5 Startups I Would Never Invest In

5 Startups I Would Never Invest In

Dustin Lien
April 17, 2015

I’m not much of an investor, but if I was, there are certain criteria I would look for before putting my money into the hands of a new company.

I would study the founder and the management team, and what his strengths and weaknesses are. I would look for a high level of past experience in a similar field, and study the company financials. I would look for a very strong product/market fit, and ensure high levels of intelligence and ambition. I would look for a well-structured plan of action with streamlined processes and procedures.

All of that being said, here are 5 companies I would never invest in:

Company #1

• Founder dropped out of school in 6th grade. His work experience includes being a farmhand, a railroad worker, an insurance salesman, a tire salesman, a gas station operator, and a failed restaurant owner.
• The founder is 65 years old, and claims to have a good chicken recipe. He wants to try franchising.

Company #2

• Founder graduated from the Tokyo College of Commerce. His work experience includes being a professor of economics at Kyoto Sericulture Technical High School.
• The founder is 55 years old, and wants to start a real estate business.

Company #3

• Founder dropped out of school at 16. His work experience includes working as an ambulance driver and a newspaper artist.
• The founder is 20 years old, and wants to start an animation studio.

Company #4

• Founder’s work experience includes working on a whaling ship, and failing at 4 attempts with owning a retail store.
• The founder is 36 years old, and wants to open a new retail store.

Company #5

• Founder studied furniture and interior design at the Royal College of Art. His work experience includes a small invention while in college.
• The founder is 36 years old, and wants to start a vacuum cleaner business.

Sounds like a bunch of duds to me.

I would never invest in them, and nobody else initially did either.

These companies/founders I just described are:

Company #1: Harland Sanders (Kentucky Fried Chicken)
9 years after starting the company, he sold his interest for $2 Million.

Company #2: Taikichiro Mori, two-time richest man in the world (Mori Building Company)
Despite starting his real estate career at 55 with no prior experience, he built his worth well into the $10 Billions.

Company #3: Walt Disney (The Walt Disney Company)
One of Walt Disney’s employers told him he lacked imagination. He was laughed at when he announced he was creating the first full-length animated musical feature (during a depression, too), Snow White.

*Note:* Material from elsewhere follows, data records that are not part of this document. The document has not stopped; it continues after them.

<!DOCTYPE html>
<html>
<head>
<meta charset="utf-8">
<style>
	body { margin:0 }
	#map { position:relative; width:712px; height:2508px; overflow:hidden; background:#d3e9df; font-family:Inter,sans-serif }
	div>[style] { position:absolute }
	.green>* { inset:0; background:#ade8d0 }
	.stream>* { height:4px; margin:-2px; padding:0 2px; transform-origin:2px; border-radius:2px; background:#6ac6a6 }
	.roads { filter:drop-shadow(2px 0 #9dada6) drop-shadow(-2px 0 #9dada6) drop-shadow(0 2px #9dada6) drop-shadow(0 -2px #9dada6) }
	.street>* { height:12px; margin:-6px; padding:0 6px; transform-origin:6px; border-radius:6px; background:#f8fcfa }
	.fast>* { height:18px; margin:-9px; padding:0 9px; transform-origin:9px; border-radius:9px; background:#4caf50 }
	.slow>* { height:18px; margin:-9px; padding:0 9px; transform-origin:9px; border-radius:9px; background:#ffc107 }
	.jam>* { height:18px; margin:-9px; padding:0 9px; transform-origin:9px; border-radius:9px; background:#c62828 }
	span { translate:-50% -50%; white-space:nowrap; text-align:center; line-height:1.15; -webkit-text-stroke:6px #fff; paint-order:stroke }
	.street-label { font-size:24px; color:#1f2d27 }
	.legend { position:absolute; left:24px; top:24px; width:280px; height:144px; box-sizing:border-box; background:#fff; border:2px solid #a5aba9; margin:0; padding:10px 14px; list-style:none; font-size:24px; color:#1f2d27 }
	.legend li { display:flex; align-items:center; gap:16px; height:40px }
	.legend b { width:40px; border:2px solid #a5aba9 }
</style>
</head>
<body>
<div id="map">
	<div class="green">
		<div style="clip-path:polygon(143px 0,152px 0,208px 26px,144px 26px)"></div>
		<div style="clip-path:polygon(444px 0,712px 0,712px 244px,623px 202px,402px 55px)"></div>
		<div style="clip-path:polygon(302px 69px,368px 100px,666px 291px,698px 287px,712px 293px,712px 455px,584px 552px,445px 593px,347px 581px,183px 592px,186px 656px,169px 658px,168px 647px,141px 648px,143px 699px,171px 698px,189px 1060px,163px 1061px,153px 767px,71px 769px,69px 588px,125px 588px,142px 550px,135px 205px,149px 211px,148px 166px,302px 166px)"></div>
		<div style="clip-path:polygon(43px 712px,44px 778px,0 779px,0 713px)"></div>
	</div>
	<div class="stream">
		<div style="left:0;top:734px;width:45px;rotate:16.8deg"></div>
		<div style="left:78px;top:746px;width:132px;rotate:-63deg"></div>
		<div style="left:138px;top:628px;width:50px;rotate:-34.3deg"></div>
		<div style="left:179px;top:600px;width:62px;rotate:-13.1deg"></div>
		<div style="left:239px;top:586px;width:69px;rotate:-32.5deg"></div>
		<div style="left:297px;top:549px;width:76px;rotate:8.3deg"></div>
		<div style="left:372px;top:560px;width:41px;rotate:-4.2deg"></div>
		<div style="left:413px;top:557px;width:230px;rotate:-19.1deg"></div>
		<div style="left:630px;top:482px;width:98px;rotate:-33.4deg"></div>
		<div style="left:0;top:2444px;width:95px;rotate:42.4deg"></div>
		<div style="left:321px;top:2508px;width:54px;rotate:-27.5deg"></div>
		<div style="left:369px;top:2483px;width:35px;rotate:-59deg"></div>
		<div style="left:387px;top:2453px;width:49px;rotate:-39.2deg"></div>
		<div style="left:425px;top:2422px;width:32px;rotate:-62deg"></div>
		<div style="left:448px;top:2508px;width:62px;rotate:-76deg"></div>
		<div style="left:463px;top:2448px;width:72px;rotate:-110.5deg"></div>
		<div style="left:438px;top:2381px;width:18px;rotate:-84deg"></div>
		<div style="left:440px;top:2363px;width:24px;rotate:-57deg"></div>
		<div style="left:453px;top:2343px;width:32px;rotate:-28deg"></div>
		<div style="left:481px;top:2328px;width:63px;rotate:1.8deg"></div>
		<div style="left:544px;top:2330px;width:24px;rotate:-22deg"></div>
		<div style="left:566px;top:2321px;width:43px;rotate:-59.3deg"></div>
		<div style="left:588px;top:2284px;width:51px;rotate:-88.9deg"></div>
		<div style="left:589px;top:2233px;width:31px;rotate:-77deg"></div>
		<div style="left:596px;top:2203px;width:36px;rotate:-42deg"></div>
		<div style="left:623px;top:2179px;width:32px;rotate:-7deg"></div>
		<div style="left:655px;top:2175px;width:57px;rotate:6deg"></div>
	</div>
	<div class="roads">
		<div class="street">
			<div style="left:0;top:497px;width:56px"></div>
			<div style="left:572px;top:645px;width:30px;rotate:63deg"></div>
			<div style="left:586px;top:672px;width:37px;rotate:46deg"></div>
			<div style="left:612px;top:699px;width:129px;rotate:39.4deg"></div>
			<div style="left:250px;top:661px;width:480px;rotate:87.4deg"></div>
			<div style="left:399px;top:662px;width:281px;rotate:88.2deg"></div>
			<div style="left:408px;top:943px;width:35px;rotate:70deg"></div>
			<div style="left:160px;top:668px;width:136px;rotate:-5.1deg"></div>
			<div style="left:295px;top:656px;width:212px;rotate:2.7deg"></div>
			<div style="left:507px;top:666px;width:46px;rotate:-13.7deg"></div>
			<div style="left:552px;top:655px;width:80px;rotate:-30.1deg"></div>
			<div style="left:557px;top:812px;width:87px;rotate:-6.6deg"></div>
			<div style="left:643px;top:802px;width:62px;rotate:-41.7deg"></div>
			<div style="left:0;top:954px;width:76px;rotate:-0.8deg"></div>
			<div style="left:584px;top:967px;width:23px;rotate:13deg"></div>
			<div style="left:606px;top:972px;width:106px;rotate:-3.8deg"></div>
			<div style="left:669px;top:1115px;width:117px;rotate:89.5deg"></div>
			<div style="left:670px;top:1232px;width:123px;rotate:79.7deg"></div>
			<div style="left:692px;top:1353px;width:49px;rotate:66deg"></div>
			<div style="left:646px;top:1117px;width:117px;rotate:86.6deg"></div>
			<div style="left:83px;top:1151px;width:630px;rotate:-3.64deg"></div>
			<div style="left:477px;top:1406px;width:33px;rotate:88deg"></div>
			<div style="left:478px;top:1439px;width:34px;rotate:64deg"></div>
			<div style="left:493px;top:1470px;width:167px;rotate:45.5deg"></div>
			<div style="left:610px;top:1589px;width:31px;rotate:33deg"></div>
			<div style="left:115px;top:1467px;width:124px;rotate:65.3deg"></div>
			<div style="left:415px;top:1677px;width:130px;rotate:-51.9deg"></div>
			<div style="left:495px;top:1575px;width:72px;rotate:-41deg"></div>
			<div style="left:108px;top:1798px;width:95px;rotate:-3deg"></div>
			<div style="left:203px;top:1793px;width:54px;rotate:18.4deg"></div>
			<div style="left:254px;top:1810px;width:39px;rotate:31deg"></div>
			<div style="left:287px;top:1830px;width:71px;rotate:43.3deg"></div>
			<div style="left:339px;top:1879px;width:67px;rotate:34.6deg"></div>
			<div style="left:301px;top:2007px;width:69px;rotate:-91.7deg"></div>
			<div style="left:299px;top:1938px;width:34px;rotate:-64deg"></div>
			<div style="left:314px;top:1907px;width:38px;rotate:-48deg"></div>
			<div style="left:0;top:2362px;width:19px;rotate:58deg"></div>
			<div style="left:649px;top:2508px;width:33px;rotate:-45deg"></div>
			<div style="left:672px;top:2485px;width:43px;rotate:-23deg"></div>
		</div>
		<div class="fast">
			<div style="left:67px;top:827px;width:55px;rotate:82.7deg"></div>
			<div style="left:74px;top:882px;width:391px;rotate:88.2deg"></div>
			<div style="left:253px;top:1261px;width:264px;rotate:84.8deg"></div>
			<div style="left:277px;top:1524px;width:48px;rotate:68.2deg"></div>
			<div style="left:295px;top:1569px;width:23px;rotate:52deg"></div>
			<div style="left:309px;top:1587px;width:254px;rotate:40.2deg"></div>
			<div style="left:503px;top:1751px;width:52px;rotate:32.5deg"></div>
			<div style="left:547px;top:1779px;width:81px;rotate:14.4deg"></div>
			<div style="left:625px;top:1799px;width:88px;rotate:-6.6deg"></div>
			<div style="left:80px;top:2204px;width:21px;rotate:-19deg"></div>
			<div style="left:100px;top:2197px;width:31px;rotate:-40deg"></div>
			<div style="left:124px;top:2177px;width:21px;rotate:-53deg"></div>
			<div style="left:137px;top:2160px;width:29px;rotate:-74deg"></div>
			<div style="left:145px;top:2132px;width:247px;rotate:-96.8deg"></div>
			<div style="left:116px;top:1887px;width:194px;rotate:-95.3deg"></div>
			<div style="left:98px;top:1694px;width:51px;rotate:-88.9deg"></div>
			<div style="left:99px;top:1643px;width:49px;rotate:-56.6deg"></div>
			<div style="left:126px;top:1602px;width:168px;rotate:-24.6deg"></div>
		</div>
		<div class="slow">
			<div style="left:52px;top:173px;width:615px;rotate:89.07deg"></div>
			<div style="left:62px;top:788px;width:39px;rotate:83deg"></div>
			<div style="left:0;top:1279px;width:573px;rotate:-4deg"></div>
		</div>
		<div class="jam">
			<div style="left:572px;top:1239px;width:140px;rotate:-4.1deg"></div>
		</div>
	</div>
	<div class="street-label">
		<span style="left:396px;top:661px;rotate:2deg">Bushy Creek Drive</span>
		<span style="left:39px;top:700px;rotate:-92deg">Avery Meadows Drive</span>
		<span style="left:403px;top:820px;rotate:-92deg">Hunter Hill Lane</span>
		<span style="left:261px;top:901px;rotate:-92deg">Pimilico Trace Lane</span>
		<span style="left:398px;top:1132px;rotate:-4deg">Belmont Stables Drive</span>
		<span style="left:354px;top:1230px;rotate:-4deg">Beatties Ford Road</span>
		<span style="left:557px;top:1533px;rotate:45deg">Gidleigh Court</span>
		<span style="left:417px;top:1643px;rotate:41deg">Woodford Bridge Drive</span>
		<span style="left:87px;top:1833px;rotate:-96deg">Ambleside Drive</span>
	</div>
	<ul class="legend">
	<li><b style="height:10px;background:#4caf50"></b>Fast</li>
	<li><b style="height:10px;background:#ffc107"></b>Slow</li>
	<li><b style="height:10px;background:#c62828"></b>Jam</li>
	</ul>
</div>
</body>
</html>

Disney is now worth over $100 Billion.

Company #4: Rowland Hussey Macy, Sr. (Macy’s)

Sometimes you have to fail to learn what not to do. After a few failed retail attempts, Macy’s was born. It is now worth over $20 Billion.

Company #5: James Dyson (Dyson)

Dyson was determined to design the first ever vacuum cleaner that would not lose suction as it picked up dirt. He failed with the first 5,127 prototypes. James Dyson is now worth over $4 Billion.

It’s easy to get caught up in the startup game and give authority to other people to tell us if our ideas are good or bad, if our education was enough, if our connections and work history are enough, if our age is optimal, if we have what it takes or not to be successful. What separates these 5 people from 99% of the population who have dreams of following a passion or starting a business, is that instead of focusing on what other people or social norms may have told them, they believed in themselves. That’s not always enough to be successful, but without it you don’t have a chance.

I would never have invested in those companies or people, but they invested in themselves. Always bet on yourself to win.